__Your objective__
Which lines in the records below contain the word "linecap"? Report each of them.

__Collected data__
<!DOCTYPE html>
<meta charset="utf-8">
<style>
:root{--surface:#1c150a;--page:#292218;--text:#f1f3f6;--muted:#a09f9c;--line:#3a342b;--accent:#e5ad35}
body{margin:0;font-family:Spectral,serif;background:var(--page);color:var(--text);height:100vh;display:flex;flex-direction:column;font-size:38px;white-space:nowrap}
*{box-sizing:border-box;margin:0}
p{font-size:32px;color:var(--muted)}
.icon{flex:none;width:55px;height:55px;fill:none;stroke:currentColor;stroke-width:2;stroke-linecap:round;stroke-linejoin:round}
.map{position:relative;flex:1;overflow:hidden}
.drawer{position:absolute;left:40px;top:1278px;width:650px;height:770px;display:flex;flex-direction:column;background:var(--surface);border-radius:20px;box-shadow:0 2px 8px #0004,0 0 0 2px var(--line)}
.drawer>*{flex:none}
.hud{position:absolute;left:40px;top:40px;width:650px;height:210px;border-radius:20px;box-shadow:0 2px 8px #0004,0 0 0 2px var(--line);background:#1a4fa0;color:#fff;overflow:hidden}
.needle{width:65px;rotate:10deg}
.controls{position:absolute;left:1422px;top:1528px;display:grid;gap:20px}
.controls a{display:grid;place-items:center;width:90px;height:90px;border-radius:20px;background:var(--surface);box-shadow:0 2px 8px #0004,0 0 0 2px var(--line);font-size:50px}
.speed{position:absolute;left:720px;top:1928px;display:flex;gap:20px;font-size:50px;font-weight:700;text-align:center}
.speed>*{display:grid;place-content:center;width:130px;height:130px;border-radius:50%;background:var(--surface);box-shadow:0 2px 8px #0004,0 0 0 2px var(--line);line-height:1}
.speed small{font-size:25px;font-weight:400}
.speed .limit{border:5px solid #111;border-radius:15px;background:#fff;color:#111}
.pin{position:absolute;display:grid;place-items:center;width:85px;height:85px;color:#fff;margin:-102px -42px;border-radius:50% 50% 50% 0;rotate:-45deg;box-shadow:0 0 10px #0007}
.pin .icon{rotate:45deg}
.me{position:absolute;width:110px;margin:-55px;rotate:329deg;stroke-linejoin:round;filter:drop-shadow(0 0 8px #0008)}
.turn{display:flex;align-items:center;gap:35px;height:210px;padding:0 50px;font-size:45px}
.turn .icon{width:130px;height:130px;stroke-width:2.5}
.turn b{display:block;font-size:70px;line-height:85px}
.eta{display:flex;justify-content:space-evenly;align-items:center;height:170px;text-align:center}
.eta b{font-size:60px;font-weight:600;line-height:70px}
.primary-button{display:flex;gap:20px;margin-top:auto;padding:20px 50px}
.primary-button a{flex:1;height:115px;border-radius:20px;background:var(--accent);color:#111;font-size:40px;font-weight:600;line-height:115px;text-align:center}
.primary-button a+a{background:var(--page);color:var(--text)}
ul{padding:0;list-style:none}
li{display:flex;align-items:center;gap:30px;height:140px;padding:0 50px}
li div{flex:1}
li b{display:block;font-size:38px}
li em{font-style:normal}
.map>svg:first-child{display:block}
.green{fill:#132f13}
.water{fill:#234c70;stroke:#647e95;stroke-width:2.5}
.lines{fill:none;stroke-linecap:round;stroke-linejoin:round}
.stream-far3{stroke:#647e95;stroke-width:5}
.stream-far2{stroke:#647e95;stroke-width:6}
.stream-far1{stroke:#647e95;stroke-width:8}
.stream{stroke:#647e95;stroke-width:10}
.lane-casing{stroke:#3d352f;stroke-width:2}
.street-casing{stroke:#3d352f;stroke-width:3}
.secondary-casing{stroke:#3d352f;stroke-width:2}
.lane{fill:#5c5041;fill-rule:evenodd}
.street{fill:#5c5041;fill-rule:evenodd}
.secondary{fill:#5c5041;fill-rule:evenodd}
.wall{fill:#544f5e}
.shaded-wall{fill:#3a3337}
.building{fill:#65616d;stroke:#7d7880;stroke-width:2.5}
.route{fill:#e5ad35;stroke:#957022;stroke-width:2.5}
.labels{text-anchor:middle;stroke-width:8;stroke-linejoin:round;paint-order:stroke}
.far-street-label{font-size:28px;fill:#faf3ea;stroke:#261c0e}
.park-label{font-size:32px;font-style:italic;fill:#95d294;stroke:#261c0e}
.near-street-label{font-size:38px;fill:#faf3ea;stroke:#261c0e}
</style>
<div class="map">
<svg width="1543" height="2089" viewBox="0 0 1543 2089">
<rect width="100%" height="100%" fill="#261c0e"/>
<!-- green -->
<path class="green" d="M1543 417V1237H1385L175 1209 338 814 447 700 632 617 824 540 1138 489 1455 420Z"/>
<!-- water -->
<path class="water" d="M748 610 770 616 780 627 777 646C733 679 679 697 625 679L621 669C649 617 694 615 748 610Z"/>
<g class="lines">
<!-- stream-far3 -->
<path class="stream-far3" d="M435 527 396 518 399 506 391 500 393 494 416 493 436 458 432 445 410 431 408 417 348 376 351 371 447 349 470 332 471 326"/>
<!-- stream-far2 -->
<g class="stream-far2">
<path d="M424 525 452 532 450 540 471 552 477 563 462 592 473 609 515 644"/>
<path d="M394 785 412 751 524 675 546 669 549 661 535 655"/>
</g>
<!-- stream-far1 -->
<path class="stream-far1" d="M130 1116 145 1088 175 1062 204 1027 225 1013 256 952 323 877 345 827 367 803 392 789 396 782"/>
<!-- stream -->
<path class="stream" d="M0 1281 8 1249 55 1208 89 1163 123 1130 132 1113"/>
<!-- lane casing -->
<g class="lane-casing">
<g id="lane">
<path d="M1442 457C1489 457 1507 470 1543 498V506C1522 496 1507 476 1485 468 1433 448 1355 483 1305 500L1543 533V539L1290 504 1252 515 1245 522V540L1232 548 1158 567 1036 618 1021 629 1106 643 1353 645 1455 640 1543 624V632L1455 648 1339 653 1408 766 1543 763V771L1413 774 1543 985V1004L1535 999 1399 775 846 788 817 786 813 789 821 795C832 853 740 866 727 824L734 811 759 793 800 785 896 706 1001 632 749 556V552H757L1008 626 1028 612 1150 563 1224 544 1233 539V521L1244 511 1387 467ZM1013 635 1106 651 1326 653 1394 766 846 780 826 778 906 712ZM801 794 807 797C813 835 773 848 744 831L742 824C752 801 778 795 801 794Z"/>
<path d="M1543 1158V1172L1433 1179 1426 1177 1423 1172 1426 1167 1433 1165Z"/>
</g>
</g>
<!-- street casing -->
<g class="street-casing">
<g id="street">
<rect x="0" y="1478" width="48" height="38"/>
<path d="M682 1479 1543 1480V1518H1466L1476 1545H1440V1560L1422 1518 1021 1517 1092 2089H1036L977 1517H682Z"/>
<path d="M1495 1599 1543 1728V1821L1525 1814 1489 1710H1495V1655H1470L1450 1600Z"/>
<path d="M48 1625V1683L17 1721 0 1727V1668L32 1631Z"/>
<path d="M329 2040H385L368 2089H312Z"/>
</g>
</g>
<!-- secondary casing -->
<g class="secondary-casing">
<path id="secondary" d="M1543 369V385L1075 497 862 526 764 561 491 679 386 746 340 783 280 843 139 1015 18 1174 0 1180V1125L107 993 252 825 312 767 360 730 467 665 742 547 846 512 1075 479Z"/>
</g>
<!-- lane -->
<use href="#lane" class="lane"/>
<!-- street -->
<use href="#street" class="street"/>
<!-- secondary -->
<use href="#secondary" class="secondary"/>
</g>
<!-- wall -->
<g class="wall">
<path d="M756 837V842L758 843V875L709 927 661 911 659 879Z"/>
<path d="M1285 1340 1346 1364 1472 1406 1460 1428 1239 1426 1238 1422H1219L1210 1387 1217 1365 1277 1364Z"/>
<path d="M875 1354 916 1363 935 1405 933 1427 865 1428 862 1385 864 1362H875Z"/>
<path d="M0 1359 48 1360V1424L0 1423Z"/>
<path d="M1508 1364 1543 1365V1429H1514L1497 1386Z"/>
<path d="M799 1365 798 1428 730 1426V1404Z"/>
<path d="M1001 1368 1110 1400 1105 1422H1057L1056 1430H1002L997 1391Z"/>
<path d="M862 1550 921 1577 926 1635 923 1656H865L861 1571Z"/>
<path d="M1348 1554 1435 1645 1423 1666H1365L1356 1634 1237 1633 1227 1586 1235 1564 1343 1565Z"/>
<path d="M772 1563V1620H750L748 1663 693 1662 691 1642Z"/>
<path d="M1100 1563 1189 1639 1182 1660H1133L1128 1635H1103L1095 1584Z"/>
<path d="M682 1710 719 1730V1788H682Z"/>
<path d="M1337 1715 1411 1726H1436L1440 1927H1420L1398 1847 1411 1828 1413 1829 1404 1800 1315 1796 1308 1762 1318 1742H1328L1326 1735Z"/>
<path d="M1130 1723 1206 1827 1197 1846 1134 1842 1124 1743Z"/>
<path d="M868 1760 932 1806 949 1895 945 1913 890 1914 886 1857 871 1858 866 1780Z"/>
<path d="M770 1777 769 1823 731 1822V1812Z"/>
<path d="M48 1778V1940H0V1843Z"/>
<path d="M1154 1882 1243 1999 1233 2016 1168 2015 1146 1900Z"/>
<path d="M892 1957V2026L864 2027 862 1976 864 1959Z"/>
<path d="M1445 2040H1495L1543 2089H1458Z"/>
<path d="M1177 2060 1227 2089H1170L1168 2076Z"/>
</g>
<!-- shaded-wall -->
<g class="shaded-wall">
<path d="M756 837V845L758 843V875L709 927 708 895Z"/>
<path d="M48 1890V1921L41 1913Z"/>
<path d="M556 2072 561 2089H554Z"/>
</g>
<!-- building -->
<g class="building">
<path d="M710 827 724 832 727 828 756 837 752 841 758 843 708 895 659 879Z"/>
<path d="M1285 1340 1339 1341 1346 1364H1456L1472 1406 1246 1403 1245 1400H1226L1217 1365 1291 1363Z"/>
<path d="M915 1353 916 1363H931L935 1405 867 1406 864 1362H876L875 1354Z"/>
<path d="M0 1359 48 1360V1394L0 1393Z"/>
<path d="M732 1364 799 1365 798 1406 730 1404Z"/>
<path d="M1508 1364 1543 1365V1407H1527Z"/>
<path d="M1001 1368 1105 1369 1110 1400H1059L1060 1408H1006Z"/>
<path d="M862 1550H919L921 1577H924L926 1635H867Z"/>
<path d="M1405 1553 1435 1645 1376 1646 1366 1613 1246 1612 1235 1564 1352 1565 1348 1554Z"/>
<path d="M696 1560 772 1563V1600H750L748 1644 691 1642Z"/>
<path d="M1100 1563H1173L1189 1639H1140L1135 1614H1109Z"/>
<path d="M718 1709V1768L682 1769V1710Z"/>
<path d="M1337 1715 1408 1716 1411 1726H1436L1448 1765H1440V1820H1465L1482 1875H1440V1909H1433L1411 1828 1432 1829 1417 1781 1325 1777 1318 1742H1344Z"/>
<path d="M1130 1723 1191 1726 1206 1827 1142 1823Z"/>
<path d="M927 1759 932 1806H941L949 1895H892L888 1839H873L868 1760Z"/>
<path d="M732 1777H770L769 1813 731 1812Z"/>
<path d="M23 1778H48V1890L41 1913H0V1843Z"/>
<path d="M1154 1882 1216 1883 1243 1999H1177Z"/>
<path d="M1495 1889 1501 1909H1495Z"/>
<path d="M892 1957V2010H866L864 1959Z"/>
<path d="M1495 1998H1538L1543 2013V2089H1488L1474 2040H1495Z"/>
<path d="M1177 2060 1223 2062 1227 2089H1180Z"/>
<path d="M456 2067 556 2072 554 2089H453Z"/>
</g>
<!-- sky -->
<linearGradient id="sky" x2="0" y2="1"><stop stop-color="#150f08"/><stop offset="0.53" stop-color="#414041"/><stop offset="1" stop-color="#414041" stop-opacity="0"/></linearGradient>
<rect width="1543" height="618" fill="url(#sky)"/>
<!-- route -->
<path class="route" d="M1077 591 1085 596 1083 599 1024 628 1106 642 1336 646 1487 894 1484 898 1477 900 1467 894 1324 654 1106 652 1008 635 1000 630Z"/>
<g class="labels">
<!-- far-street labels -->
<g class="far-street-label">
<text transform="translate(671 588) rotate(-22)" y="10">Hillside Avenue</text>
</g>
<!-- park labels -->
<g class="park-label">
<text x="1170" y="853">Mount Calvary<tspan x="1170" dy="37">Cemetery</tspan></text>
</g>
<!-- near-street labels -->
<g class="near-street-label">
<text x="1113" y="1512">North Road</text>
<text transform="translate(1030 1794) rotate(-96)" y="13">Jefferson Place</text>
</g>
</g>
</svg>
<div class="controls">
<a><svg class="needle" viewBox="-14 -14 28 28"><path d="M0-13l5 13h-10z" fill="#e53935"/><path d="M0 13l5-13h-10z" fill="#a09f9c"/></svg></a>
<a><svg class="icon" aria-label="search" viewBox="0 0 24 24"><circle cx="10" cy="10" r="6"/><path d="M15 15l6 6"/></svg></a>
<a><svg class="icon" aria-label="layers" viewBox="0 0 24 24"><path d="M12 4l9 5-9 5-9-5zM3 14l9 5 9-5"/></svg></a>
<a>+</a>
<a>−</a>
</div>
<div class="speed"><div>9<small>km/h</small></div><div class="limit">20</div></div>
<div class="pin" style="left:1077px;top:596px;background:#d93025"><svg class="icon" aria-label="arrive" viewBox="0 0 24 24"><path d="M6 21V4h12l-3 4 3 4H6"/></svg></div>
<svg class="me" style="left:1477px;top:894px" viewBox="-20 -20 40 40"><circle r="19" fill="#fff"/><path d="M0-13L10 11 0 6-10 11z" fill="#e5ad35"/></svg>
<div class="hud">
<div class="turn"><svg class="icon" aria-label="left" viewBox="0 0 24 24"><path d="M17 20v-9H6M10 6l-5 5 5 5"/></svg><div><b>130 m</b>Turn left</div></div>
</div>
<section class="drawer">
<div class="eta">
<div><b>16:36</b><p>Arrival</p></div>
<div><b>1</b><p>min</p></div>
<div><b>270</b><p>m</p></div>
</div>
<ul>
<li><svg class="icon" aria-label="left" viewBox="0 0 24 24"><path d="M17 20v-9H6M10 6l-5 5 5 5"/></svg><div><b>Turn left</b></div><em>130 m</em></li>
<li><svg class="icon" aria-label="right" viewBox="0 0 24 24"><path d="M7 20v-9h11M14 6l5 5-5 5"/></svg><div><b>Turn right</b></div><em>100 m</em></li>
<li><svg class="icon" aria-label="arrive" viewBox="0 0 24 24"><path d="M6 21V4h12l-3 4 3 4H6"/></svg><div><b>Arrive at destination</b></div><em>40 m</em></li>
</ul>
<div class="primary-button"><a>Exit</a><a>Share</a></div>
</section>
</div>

__Answer to this exercise__
.icon{flex:none;width:55px;height:55px;fill:none;stroke:currentColor;stroke-width:2;stroke-linecap:round;stroke-linejoin:round}
.lines{fill:none;stroke-linecap:round;stroke-linejoin:round}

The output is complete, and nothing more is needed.